§ Required work: Down to the last line, repeat the data below exactly.

━━━━━━━━

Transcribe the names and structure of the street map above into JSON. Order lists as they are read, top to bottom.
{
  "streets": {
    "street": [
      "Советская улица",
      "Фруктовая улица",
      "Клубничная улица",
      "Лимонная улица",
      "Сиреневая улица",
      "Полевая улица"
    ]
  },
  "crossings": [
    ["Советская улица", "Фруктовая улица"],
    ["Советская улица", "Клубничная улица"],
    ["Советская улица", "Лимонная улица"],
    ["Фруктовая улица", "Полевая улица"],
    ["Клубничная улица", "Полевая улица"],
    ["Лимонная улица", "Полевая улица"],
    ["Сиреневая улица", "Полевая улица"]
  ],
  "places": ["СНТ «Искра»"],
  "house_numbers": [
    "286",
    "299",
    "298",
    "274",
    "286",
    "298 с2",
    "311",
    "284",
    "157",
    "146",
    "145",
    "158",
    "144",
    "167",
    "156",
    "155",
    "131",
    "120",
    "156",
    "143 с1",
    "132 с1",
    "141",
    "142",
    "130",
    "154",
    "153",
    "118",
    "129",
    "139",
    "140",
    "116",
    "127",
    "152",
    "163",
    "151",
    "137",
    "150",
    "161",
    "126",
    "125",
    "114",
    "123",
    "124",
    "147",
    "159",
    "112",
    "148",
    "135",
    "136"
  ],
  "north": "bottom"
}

━━━━━━━━

§ Answer to this task:
Transcribe the names and structure of the street map above into JSON. Order lists as they are read, top to bottom.
{
  "streets": {
    "street": [
      "Советская улица",
      "Фруктовая улица",
      "Клубничная улица",
      "Лимонная улица",
      "Сиреневая улица",
      "Полевая улица"
    ]
  },
  "crossings": [
    ["Советская улица", "Фруктовая улица"],
    ["Советская улица", "Клубничная улица"],
    ["Советская улица", "Лимонная улица"],
    ["Фруктовая улица", "Полевая улица"],
    ["Клубничная улица", "Полевая улица"],
    ["Лимонная улица", "Полевая улица"],
    ["Сиреневая улица", "Полевая улица"]
  ],
  "places": ["СНТ «Искра»"],
  "house_numbers": [
    "286",
    "299",
    "298",
    "274",
    "286",
    "298 с2",
    "311",
    "284",
    "157",
    "146",
    "145",
    "158",
    "144",
    "167",
    "156",
    "155",
    "131",
    "120",
    "156",
    "143 с1",
    "132 с1",
    "141",
    "142",
    "130",
    "154",
    "153",
    "118",
    "129",
    "139",
    "140",
    "116",
    "127",
    "152",
    "163",
    "151",
    "137",
    "150",
    "161",
    "126",
    "125",
    "114",
    "123",
    "124",
    "147",
    "159",
    "112",
    "148",
    "135",
    "136"
  ],
  "north": "bottom"
}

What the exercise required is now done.